- Opening Delimiter -

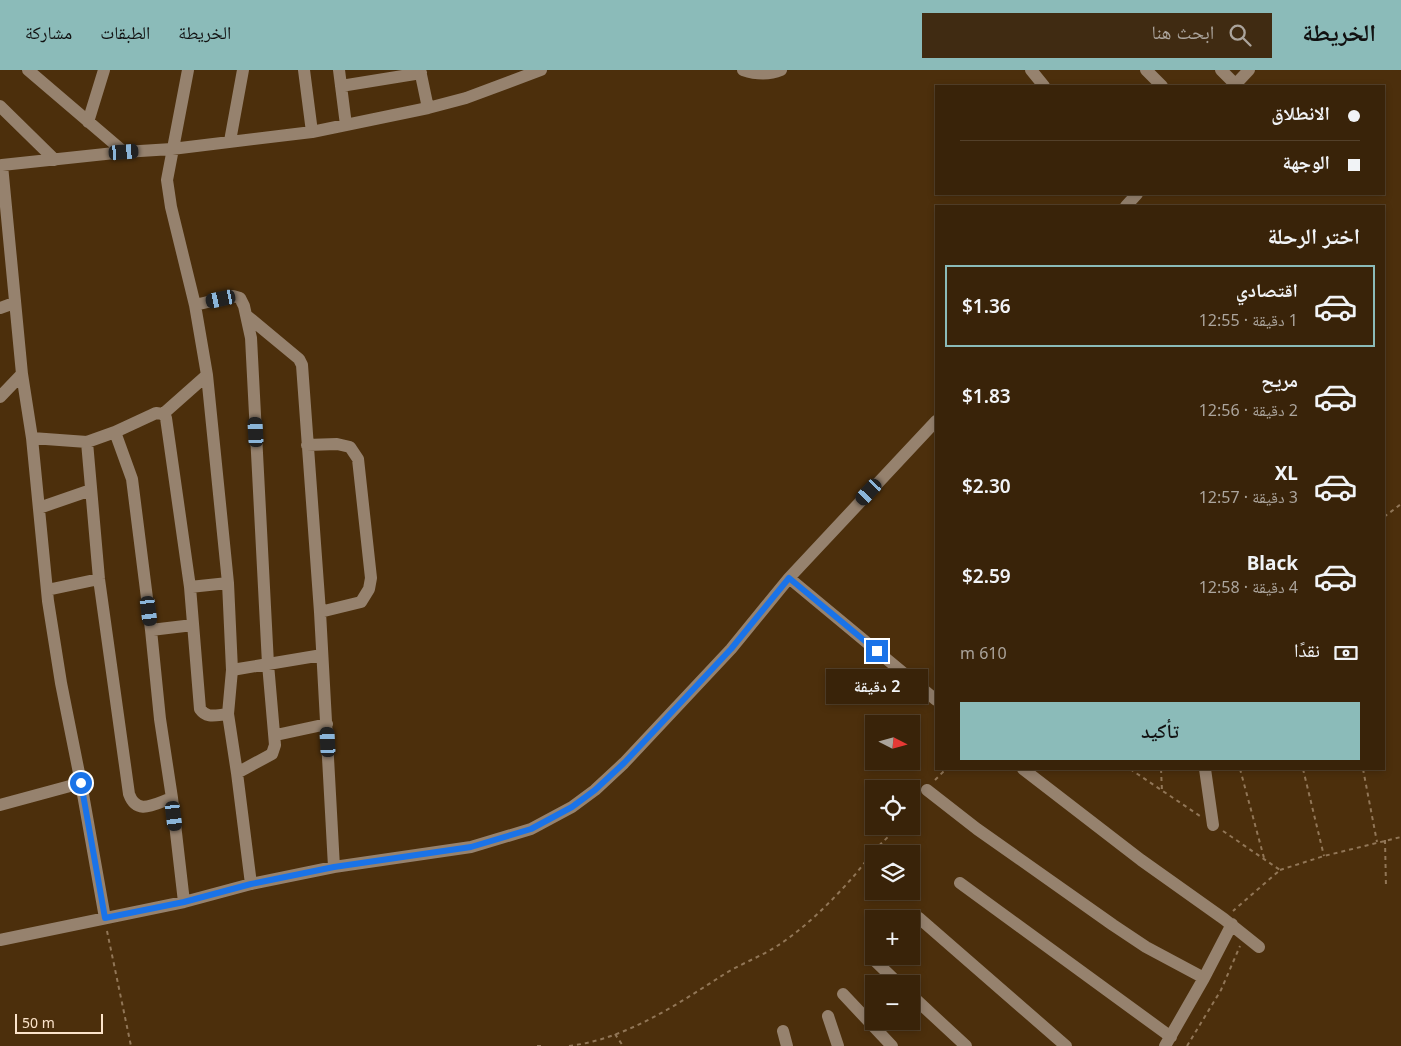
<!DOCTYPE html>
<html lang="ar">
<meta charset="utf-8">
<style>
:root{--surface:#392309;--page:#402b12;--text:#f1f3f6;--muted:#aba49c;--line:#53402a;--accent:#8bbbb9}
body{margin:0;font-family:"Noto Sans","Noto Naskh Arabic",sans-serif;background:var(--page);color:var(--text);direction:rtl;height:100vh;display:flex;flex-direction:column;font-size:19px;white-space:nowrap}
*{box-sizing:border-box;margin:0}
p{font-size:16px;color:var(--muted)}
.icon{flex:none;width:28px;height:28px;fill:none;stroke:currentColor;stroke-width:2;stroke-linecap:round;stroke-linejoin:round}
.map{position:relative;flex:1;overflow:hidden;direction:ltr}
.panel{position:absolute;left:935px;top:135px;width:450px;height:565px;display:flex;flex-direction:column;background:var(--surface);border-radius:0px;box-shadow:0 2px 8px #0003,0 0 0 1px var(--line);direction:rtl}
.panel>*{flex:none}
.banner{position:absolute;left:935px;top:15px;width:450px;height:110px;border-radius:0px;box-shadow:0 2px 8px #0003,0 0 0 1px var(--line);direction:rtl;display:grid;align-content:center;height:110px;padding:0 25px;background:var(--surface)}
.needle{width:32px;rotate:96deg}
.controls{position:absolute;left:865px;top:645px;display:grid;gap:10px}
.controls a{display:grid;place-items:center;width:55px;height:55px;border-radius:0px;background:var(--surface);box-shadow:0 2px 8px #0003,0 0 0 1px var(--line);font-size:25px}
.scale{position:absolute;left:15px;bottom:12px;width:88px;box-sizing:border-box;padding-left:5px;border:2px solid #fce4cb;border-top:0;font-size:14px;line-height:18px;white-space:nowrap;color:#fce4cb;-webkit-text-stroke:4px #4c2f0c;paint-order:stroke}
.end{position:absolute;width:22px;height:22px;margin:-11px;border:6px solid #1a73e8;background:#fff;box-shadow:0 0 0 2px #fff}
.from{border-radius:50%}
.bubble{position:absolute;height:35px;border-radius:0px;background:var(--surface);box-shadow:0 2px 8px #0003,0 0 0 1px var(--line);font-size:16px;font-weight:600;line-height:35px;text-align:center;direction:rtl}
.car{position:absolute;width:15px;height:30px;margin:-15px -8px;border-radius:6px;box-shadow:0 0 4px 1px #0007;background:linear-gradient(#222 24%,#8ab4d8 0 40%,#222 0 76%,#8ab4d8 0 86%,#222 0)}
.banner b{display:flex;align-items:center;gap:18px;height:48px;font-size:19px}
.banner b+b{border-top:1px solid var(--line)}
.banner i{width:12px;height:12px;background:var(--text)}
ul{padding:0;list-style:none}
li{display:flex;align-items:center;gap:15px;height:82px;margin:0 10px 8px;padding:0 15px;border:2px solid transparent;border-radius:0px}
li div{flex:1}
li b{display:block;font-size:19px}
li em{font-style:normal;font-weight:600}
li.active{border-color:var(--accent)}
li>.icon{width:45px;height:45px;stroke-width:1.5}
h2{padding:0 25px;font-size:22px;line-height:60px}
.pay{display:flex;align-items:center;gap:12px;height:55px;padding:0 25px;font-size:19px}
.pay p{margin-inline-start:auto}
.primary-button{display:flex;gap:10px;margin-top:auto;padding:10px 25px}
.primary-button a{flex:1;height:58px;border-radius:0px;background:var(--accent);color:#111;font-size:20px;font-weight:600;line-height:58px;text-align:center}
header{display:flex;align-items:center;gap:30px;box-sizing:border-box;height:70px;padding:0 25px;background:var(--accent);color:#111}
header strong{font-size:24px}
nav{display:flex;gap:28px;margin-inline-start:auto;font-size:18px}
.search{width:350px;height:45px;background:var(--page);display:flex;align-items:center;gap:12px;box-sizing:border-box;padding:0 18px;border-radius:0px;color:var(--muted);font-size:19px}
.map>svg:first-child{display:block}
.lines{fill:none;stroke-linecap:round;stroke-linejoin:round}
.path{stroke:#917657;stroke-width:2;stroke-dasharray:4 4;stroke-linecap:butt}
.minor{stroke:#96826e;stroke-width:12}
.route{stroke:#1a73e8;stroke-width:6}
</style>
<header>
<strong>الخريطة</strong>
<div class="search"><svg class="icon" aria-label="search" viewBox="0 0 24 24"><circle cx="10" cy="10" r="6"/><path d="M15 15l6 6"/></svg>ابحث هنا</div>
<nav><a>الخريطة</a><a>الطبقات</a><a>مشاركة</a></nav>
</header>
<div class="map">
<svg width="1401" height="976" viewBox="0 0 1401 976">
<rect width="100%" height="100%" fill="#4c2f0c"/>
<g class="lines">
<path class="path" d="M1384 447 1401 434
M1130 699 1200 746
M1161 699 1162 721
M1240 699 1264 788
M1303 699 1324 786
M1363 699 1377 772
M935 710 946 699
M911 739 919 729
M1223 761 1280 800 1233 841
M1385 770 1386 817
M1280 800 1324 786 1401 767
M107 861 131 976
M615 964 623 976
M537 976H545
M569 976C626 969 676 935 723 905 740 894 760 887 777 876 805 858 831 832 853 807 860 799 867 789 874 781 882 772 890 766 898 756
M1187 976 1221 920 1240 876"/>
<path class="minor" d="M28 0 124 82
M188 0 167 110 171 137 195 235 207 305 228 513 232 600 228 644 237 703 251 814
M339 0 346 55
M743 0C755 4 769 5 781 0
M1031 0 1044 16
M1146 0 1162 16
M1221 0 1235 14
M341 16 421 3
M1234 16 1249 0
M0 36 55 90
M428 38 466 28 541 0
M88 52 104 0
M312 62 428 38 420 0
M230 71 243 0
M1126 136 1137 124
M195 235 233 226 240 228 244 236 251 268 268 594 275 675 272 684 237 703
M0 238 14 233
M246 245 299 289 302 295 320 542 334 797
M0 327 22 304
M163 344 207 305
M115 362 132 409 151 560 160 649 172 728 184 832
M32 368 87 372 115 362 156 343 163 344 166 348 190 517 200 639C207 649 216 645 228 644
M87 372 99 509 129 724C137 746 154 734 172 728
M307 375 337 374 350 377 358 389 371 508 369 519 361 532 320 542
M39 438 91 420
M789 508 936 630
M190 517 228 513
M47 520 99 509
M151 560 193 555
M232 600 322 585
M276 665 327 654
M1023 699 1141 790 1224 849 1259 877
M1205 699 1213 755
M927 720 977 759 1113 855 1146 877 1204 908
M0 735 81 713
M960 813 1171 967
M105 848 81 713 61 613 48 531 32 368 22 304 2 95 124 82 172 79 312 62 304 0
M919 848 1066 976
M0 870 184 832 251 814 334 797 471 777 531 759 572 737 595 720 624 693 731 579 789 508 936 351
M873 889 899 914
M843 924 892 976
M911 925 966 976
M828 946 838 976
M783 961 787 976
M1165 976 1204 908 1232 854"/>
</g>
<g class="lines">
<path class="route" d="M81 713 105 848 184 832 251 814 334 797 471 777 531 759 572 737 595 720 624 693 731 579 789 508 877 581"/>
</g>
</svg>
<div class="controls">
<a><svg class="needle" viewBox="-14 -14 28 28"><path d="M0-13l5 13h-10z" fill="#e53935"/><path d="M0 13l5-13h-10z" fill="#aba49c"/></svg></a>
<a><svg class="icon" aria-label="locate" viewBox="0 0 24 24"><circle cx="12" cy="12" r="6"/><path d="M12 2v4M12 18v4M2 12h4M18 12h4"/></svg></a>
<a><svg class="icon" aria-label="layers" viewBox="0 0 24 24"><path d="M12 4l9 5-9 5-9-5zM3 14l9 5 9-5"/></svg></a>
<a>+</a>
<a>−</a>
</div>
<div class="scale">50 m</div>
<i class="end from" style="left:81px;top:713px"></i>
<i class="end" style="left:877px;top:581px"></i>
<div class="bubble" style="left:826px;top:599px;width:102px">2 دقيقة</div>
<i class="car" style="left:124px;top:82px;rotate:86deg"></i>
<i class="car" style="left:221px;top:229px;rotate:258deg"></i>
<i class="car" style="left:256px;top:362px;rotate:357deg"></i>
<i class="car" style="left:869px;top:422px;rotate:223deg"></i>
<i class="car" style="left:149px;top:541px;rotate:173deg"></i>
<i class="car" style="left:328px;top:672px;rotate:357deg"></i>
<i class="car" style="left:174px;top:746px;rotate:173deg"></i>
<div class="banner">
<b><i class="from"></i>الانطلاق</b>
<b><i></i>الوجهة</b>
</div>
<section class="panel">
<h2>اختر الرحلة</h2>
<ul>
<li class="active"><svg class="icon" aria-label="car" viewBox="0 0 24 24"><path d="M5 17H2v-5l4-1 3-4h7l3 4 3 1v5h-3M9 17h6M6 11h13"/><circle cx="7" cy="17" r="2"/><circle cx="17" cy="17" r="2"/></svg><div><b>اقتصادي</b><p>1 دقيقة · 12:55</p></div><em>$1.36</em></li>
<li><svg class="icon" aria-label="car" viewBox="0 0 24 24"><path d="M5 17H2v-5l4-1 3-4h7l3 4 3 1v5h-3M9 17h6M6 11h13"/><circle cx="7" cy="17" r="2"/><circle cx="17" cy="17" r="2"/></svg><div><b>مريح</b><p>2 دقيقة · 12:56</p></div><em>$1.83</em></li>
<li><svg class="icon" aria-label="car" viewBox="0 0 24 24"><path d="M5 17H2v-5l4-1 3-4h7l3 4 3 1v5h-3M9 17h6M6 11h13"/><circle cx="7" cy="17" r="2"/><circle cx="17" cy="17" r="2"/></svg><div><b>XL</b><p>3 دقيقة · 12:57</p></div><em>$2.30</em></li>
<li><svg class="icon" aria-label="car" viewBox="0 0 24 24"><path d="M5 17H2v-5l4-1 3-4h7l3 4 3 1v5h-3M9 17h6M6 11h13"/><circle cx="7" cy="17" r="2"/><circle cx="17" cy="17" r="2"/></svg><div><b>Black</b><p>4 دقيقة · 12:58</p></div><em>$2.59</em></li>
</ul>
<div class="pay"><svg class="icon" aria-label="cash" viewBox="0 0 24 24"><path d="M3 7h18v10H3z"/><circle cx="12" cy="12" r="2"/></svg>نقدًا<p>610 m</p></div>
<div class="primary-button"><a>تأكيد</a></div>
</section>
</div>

- Closing Delimiter -

Find each line above that contains "none", and copy those lines.

.icon{flex:none;width:28px;height:28px;fill:none;stroke:currentColor;stroke-width:2;stroke-linecap:round;stroke-linejoin:round}
.panel>*{flex:none}
ul{padding:0;list-style:none}
.lines{fill:none;stroke-linecap:round;stroke-linejoin:round}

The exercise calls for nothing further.